*** Opening SOURCE RECORDS ***

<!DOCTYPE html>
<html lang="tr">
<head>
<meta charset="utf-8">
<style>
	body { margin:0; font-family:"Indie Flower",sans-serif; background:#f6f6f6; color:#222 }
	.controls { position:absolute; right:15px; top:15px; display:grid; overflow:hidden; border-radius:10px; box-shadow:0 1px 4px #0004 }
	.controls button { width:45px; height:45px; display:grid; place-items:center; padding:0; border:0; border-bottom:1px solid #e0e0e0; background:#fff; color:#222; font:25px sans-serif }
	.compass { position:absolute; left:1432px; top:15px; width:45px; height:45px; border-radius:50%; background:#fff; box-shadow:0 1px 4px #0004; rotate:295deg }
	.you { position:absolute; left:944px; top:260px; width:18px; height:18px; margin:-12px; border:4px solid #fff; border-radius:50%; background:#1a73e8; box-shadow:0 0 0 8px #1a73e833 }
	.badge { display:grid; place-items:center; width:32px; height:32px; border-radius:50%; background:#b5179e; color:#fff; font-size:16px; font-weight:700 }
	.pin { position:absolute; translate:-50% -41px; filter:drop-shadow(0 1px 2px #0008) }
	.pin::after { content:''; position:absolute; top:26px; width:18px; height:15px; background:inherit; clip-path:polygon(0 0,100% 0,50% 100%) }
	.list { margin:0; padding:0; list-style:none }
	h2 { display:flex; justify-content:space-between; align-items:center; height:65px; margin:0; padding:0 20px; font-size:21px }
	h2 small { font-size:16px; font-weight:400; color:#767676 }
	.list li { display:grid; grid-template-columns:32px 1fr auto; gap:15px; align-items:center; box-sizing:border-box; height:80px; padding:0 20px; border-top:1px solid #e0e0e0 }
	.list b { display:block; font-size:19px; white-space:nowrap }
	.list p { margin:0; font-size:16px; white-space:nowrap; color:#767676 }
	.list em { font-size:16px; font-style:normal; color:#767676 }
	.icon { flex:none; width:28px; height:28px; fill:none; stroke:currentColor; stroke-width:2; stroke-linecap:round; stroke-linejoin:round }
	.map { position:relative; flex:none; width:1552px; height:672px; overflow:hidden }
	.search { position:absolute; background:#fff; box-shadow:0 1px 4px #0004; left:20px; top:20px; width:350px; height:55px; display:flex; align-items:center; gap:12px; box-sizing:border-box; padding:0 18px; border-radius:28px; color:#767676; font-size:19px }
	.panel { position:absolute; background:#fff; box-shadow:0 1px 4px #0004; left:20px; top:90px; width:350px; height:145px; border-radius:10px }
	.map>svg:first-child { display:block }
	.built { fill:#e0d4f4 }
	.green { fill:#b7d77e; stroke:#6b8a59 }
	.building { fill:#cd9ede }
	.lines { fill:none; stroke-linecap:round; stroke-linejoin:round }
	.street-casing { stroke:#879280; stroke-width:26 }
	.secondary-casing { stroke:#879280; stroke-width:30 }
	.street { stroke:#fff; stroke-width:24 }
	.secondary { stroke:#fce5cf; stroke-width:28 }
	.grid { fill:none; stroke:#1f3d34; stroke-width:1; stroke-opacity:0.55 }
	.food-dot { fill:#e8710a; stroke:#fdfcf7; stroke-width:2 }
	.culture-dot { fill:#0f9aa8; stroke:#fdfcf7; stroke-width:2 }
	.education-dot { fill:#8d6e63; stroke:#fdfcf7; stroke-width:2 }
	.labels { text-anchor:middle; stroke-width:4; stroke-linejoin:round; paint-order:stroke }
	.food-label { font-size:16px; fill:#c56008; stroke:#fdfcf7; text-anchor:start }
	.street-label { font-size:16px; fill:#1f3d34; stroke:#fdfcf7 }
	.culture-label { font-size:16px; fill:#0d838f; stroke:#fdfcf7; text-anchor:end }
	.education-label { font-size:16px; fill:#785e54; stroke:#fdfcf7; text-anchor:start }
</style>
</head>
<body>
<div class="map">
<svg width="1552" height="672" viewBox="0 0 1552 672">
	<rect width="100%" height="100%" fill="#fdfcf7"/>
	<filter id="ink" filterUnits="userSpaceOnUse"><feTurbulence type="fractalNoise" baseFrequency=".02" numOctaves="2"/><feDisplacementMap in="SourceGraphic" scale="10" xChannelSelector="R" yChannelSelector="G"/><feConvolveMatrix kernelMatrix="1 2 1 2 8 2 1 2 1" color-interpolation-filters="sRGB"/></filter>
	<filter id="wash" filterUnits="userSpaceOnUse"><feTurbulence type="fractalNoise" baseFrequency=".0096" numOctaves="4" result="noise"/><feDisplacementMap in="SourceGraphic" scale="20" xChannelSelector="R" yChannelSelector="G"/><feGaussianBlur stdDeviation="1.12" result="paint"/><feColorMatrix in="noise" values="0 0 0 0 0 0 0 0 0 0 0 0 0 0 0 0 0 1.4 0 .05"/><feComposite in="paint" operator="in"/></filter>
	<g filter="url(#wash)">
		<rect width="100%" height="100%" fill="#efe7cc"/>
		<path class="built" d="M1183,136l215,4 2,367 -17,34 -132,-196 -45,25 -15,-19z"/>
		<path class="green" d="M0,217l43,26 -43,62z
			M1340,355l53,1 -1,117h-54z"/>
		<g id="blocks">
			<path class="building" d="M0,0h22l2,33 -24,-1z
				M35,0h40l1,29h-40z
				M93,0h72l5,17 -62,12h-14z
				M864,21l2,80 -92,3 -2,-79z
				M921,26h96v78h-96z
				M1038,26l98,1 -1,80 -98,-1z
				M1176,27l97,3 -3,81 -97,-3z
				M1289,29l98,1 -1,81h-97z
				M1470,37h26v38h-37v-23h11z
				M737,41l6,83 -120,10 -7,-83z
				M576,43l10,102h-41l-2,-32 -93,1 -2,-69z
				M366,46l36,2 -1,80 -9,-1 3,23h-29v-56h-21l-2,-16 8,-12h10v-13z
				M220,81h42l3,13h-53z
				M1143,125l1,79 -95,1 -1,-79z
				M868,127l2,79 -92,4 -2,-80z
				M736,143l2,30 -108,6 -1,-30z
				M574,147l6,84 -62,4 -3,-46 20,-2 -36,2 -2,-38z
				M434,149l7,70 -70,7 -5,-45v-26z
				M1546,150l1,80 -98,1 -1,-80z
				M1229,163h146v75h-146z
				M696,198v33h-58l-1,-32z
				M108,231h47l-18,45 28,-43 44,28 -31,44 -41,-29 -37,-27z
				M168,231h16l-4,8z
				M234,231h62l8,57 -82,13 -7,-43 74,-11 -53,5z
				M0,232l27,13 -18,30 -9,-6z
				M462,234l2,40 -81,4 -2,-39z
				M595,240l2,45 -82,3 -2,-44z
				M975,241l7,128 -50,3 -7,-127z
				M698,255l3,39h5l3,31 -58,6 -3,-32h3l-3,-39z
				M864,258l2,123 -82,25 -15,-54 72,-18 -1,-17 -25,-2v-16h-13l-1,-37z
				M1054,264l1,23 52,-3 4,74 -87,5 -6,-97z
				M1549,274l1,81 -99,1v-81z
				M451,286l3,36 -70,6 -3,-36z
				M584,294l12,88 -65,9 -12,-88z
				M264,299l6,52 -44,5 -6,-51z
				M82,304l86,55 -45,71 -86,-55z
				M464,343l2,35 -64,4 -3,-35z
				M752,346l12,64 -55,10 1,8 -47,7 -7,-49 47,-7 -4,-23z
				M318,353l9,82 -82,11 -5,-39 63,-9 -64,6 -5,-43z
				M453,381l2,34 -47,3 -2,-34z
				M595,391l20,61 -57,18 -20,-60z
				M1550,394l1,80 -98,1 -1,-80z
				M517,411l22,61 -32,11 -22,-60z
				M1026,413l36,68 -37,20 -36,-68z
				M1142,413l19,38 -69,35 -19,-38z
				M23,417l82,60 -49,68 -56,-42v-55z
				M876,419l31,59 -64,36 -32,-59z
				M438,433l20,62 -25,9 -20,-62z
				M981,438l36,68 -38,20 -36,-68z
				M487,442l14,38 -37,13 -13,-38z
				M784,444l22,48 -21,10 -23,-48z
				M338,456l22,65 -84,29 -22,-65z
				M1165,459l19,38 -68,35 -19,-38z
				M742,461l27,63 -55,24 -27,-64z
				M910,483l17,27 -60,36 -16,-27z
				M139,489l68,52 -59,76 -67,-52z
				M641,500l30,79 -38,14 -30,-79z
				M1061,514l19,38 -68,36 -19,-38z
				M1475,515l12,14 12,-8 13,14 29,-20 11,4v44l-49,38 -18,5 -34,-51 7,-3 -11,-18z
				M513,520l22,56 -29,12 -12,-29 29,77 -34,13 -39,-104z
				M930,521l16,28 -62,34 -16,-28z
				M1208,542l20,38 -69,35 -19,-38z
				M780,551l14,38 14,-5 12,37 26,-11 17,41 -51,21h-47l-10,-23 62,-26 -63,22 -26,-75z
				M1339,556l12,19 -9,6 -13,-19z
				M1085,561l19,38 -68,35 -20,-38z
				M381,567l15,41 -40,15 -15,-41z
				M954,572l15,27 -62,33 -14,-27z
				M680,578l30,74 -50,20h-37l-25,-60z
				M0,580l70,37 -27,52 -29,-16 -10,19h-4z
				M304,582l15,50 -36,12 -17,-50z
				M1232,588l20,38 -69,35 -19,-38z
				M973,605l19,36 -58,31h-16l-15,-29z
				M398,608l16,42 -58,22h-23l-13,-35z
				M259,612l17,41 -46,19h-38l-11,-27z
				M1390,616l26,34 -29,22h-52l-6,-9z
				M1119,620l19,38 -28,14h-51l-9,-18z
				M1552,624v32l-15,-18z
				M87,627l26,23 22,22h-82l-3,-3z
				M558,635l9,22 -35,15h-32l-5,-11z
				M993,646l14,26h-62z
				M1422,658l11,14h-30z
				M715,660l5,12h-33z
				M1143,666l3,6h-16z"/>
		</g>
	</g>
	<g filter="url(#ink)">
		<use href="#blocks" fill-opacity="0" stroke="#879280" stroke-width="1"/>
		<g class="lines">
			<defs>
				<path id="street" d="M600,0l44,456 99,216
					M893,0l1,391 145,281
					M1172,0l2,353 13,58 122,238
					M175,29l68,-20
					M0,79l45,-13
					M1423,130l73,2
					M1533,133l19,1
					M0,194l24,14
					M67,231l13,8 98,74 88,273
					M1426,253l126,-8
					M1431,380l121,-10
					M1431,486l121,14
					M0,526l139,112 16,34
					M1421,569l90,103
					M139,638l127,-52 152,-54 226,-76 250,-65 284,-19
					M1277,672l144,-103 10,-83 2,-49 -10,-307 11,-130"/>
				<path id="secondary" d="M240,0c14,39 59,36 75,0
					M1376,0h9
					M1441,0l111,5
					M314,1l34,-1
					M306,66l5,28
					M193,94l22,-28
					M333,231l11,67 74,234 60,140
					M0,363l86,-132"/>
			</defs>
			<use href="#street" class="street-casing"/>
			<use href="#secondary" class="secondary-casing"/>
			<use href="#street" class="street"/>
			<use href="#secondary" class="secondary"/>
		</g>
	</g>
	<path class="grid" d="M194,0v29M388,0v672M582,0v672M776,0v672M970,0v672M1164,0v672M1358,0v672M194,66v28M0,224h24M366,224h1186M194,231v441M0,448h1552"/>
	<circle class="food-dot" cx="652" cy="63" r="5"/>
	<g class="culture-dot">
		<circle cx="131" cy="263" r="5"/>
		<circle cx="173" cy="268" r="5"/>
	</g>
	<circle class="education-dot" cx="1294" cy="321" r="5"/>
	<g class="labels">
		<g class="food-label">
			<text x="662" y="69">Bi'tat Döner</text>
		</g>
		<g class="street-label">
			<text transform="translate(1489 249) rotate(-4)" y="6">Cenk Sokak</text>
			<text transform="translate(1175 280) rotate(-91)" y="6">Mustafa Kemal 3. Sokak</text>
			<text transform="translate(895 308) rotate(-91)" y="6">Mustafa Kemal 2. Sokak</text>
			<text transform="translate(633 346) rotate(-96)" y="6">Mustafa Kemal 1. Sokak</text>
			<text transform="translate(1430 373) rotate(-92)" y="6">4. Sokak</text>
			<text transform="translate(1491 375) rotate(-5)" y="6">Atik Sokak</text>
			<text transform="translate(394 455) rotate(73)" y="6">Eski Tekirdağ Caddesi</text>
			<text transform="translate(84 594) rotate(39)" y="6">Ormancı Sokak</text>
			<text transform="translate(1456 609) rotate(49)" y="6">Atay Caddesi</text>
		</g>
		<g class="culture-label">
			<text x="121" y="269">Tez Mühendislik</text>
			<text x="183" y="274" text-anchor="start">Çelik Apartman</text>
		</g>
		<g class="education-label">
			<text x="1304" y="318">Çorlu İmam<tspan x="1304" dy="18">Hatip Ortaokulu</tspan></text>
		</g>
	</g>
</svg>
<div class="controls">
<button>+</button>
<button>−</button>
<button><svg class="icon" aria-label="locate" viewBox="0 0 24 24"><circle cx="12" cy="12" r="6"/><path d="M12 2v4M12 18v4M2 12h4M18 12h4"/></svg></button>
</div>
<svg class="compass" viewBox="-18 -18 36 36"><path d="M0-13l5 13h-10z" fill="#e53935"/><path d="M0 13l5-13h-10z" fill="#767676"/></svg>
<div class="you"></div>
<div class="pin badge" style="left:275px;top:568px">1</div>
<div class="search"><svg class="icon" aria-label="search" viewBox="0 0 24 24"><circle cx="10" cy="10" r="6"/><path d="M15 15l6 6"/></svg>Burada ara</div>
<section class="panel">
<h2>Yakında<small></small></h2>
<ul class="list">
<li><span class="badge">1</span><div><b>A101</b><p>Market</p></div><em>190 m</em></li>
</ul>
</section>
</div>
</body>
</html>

*** Closing SOURCE RECORDS ***

> WORK TO COMPLETE
Could you return exactly the stretch of the data above that starts at the line with "M574,147l6,84 -62,4 -3,-46" and ends at the line with "M0,580l70,37 -27,52 -29,-16 -10,19h-4z", both lines included?

> PROBLEM SOLUTION
				M574,147l6,84 -62,4 -3,-46 20,-2 -36,2 -2,-38z
				M434,149l7,70 -70,7 -5,-45v-26z
				M1546,150l1,80 -98,1 -1,-80z
				M1229,163h146v75h-146z
				M696,198v33h-58l-1,-32z
				M108,231h47l-18,45 28,-43 44,28 -31,44 -41,-29 -37,-27z
				M168,231h16l-4,8z
				M234,231h62l8,57 -82,13 -7,-43 74,-11 -53,5z
				M0,232l27,13 -18,30 -9,-6z
				M462,234l2,40 -81,4 -2,-39z
				M595,240l2,45 -82,3 -2,-44z
				M975,241l7,128 -50,3 -7,-127z
				M698,255l3,39h5l3,31 -58,6 -3,-32h3l-3,-39z
				M864,258l2,123 -82,25 -15,-54 72,-18 -1,-17 -25,-2v-16h-13l-1,-37z
				M1054,264l1,23 52,-3 4,74 -87,5 -6,-97z
				M1549,274l1,81 -99,1v-81z
				M451,286l3,36 -70,6 -3,-36z
				M584,294l12,88 -65,9 -12,-88z
				M264,299l6,52 -44,5 -6,-51z
				M82,304l86,55 -45,71 -86,-55z
				M464,343l2,35 -64,4 -3,-35z
				M752,346l12,64 -55,10 1,8 -47,7 -7,-49 47,-7 -4,-23z
				M318,353l9,82 -82,11 -5,-39 63,-9 -64,6 -5,-43z
				M453,381l2,34 -47,3 -2,-34z
				M595,391l20,61 -57,18 -20,-60z
				M1550,394l1,80 -98,1 -1,-80z
				M517,411l22,61 -32,11 -22,-60z
				M1026,413l36,68 -37,20 -36,-68z
				M1142,413l19,38 -69,35 -19,-38z
				M23,417l82,60 -49,68 -56,-42v-55z
				M876,419l31,59 -64,36 -32,-59z
				M438,433l20,62 -25,9 -20,-62z
				M981,438l36,68 -38,20 -36,-68z
				M487,442l14,38 -37,13 -13,-38z
				M784,444l22,48 -21,10 -23,-48z
				M338,456l22,65 -84,29 -22,-65z
				M1165,459l19,38 -68,35 -19,-38z
				M742,461l27,63 -55,24 -27,-64z
				M910,483l17,27 -60,36 -16,-27z
				M139,489l68,52 -59,76 -67,-52z
				M641,500l30,79 -38,14 -30,-79z
				M1061,514l19,38 -68,36 -19,-38z
				M1475,515l12,14 12,-8 13,14 29,-20 11,4v44l-49,38 -18,5 -34,-51 7,-3 -11,-18z
				M513,520l22,56 -29,12 -12,-29 29,77 -34,13 -39,-104z
				M930,521l16,28 -62,34 -16,-28z
				M1208,542l20,38 -69,35 -19,-38z
				M780,551l14,38 14,-5 12,37 26,-11 17,41 -51,21h-47l-10,-23 62,-26 -63,22 -26,-75z
				M1339,556l12,19 -9,6 -13,-19z
				M1085,561l19,38 -68,35 -20,-38z
				M381,567l15,41 -40,15 -15,-41z
				M954,572l15,27 -62,33 -14,-27z
				M680,578l30,74 -50,20h-37l-25,-60z
				M0,580l70,37 -27,52 -29,-16 -10,19h-4z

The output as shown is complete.